## EXERCISE INSTRUCTIONS
Which lines in the listing below contain "serif"? Copy each of them.

## DATA LISTING

--- --- ---

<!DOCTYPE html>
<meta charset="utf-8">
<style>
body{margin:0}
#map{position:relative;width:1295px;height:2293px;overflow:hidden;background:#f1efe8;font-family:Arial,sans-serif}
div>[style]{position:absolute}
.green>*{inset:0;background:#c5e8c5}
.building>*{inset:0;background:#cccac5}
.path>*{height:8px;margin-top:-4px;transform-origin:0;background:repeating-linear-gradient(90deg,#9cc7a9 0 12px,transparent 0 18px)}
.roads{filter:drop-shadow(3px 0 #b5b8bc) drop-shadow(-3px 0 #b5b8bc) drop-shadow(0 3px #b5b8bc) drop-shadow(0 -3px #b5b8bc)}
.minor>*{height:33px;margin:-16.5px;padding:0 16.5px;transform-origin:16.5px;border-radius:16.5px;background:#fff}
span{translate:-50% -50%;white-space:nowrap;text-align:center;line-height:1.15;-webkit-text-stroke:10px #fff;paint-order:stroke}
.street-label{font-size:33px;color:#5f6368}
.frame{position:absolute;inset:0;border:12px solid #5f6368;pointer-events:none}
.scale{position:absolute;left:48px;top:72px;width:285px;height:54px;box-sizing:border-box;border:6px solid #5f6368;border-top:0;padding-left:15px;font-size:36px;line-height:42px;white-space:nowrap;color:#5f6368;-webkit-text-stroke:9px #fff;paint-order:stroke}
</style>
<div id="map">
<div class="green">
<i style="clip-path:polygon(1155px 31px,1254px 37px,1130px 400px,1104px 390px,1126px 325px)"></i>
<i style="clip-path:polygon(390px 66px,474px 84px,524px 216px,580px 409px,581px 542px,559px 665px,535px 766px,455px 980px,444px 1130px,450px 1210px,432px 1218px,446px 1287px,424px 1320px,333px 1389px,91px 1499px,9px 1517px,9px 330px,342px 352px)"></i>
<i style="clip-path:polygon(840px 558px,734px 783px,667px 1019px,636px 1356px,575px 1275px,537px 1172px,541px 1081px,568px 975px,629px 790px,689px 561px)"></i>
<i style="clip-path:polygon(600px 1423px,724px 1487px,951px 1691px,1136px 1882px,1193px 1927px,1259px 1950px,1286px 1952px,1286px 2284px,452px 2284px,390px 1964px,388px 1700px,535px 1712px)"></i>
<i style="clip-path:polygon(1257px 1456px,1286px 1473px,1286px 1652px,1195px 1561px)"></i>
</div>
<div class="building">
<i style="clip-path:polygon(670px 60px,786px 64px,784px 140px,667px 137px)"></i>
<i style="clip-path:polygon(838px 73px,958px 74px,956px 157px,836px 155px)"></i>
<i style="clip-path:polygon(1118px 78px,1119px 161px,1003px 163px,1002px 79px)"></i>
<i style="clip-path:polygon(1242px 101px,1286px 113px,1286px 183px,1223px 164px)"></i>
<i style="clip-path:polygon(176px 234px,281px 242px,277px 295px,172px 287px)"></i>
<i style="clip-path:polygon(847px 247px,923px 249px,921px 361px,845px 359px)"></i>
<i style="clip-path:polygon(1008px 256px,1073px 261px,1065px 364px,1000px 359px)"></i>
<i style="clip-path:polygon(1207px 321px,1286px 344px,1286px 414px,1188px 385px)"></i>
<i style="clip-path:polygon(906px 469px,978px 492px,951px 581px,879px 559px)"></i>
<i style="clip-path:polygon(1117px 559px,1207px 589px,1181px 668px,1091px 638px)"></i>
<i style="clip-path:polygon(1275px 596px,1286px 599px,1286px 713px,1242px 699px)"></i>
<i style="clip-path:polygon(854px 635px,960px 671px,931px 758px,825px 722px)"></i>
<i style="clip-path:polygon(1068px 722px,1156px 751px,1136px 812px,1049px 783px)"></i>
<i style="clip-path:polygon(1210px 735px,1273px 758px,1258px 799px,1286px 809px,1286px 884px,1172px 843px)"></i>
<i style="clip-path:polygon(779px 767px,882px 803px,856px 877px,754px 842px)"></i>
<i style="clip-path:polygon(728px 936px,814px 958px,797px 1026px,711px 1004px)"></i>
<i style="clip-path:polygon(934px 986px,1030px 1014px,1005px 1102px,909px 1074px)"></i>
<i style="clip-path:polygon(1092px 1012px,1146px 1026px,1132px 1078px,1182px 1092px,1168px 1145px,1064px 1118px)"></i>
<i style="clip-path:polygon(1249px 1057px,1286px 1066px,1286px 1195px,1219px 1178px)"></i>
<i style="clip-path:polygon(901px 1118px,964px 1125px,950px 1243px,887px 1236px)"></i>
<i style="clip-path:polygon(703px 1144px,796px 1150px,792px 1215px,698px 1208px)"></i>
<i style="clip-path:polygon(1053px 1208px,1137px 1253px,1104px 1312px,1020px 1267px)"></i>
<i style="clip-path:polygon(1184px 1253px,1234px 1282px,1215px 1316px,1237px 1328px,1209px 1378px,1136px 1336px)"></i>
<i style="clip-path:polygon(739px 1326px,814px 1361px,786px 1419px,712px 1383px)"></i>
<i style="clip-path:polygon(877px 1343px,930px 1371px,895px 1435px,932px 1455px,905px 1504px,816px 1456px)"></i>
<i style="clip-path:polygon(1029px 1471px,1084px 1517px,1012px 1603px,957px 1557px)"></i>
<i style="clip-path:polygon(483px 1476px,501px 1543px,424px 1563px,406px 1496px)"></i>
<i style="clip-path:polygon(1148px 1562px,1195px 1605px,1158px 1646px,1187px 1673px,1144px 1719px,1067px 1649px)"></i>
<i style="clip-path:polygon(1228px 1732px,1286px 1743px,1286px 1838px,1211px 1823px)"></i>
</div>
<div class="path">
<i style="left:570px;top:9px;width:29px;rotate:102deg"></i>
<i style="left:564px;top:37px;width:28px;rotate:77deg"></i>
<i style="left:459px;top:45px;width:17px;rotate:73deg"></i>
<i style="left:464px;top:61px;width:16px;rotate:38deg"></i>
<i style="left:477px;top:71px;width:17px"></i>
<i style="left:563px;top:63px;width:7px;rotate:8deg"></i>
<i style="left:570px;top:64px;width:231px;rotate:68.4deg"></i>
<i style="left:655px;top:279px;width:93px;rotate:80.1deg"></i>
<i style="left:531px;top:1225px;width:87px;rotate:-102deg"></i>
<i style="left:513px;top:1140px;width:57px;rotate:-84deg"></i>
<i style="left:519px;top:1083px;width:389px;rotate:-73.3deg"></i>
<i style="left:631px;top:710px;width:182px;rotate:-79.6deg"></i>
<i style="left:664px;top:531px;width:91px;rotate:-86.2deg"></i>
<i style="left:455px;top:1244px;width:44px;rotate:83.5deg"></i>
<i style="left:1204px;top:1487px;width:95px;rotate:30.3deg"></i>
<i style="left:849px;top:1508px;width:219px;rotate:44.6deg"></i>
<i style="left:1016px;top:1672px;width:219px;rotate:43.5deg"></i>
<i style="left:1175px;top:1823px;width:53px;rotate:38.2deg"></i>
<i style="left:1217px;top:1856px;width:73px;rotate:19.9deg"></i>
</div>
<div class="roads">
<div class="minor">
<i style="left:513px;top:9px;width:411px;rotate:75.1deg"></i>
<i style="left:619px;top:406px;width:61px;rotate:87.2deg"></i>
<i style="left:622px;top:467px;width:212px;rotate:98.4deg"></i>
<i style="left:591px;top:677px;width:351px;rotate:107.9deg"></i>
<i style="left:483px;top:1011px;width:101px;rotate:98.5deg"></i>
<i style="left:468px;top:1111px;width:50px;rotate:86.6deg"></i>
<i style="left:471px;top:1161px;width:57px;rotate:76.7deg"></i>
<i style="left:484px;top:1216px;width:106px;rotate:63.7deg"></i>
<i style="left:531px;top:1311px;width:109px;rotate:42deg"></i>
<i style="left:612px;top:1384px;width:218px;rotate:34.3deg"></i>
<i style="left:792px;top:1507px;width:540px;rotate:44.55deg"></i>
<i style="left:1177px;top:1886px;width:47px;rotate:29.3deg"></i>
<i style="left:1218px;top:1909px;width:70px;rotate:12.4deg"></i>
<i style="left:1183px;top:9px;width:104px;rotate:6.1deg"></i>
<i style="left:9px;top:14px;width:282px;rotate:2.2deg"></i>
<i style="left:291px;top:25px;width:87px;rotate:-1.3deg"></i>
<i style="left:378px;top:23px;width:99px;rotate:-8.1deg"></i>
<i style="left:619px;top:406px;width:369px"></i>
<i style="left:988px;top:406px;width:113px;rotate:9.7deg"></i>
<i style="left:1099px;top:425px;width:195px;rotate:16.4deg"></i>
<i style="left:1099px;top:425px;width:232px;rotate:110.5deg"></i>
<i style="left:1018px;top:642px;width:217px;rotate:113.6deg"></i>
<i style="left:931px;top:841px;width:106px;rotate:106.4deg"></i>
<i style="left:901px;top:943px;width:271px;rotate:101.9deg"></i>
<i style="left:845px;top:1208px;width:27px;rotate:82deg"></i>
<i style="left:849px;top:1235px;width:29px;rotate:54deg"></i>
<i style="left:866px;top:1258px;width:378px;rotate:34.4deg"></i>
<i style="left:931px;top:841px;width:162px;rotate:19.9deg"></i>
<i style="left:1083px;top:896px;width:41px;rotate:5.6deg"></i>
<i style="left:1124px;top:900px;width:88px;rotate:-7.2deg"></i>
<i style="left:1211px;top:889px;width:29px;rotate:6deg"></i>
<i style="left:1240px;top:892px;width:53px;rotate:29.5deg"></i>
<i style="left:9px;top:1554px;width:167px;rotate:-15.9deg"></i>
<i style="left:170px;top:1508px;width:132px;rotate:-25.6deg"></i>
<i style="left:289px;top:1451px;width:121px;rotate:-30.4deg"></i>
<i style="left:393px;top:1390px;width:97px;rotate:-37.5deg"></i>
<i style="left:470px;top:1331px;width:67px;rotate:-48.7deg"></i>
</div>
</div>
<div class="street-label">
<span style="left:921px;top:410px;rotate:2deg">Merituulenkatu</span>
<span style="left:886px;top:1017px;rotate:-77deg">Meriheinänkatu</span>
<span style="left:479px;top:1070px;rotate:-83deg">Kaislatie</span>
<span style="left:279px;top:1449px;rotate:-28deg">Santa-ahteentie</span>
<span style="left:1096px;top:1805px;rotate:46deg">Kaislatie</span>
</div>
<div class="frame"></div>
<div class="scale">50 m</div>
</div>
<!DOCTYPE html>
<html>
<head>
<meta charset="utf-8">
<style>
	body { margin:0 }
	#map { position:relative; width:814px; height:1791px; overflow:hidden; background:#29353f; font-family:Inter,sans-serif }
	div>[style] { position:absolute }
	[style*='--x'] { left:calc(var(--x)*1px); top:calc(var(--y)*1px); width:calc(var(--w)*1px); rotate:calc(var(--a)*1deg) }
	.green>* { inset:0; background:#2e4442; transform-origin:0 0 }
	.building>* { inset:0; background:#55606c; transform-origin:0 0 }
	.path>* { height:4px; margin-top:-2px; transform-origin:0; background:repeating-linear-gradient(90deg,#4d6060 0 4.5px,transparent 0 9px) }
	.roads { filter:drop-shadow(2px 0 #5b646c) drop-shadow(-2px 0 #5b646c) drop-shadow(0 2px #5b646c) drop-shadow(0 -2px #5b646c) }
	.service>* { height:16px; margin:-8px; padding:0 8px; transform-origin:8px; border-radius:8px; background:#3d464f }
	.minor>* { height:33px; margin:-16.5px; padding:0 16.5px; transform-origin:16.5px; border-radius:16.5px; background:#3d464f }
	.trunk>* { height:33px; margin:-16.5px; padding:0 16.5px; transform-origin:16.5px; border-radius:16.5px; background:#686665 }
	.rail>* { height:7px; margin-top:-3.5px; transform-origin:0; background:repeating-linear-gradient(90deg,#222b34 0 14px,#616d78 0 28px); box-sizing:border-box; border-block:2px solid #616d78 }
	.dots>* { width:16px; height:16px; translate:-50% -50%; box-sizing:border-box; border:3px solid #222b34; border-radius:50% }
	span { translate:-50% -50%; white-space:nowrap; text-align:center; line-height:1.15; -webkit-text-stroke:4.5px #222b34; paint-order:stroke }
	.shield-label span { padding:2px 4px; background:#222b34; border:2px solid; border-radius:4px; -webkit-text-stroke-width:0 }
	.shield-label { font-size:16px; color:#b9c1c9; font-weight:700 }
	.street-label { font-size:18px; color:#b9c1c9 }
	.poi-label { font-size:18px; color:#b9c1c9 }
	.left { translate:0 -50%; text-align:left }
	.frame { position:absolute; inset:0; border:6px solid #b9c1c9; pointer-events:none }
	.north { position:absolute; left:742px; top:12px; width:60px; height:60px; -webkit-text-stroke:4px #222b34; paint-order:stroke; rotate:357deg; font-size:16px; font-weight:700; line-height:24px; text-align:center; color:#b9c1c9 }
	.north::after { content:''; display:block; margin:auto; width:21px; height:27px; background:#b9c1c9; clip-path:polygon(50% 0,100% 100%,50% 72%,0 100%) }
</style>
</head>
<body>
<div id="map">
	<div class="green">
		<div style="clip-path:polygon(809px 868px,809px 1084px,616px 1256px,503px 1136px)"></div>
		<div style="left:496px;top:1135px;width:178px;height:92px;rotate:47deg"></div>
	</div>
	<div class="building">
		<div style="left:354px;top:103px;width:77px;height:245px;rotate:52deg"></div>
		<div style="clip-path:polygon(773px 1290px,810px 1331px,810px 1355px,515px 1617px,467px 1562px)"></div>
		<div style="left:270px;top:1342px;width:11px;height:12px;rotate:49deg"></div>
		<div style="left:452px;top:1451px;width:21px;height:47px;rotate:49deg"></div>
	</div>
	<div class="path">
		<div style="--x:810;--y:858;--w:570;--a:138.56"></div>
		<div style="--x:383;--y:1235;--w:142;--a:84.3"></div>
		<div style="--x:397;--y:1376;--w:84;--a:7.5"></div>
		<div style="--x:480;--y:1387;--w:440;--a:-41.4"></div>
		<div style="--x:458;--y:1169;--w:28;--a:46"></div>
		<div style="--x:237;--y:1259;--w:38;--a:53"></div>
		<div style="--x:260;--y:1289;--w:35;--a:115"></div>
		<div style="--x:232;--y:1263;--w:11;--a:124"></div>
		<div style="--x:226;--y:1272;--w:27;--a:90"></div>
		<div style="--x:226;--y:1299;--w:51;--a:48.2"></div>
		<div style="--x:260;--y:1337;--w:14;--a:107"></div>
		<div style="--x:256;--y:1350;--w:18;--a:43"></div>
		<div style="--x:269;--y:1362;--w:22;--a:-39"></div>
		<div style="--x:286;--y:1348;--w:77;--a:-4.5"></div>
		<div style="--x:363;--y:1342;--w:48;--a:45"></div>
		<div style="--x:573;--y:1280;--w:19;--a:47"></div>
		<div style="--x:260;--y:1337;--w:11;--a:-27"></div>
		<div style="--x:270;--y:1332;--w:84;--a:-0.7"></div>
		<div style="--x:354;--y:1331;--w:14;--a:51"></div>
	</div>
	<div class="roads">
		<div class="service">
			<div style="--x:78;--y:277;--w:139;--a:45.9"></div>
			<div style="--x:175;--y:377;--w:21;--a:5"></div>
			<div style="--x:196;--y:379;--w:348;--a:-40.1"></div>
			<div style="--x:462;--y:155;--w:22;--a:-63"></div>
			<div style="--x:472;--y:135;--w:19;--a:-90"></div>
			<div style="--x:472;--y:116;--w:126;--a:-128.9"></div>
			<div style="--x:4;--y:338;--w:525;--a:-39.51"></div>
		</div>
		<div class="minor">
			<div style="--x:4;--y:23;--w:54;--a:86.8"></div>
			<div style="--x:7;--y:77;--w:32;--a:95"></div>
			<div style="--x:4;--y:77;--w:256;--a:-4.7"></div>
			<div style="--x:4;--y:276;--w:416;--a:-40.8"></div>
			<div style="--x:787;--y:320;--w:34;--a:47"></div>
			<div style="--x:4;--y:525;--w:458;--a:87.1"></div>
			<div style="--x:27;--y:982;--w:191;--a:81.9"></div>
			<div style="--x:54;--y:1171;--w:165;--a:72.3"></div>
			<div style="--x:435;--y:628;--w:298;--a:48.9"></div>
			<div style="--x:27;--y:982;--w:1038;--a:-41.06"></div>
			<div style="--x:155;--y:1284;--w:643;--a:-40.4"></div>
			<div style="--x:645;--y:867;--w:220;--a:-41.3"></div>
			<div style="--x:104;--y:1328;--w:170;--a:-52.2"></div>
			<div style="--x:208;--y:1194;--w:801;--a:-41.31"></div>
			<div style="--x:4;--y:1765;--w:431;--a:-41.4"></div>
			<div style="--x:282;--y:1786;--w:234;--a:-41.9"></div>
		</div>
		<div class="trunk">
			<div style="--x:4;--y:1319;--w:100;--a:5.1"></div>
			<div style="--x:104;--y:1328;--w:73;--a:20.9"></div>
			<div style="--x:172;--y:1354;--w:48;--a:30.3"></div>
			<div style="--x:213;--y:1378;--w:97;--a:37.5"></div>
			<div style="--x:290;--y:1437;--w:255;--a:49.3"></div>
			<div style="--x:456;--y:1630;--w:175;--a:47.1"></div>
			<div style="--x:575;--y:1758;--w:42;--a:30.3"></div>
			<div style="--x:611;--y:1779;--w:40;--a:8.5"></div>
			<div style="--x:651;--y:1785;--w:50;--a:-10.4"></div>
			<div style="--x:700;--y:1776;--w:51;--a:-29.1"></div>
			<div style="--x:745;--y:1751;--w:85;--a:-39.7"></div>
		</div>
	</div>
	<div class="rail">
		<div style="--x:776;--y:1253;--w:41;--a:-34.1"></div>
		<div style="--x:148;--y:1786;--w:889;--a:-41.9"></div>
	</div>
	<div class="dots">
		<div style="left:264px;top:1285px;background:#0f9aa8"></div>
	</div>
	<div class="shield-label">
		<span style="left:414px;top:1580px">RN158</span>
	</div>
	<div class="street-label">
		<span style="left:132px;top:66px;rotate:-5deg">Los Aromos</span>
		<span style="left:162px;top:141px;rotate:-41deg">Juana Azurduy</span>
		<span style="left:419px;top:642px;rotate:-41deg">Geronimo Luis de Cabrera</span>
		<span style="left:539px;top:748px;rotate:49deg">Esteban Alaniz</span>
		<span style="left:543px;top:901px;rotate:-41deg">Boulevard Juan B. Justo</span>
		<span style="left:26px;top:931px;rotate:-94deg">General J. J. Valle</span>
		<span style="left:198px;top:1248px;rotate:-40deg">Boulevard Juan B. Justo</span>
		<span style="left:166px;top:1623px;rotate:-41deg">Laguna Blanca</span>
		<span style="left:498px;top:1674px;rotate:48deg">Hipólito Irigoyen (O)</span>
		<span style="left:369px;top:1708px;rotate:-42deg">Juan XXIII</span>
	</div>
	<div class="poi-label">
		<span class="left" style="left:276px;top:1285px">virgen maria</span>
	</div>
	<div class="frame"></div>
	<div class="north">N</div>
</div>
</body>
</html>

--- --- ---

## SOLUTION
#map{position:relative;width:1295px;height:2293px;overflow:hidden;background:#f1efe8;font-family:Arial,sans-serif}
	#map { position:relative; width:814px; height:1791px; overflow:hidden; background:#29353f; font-family:Inter,sans-serif }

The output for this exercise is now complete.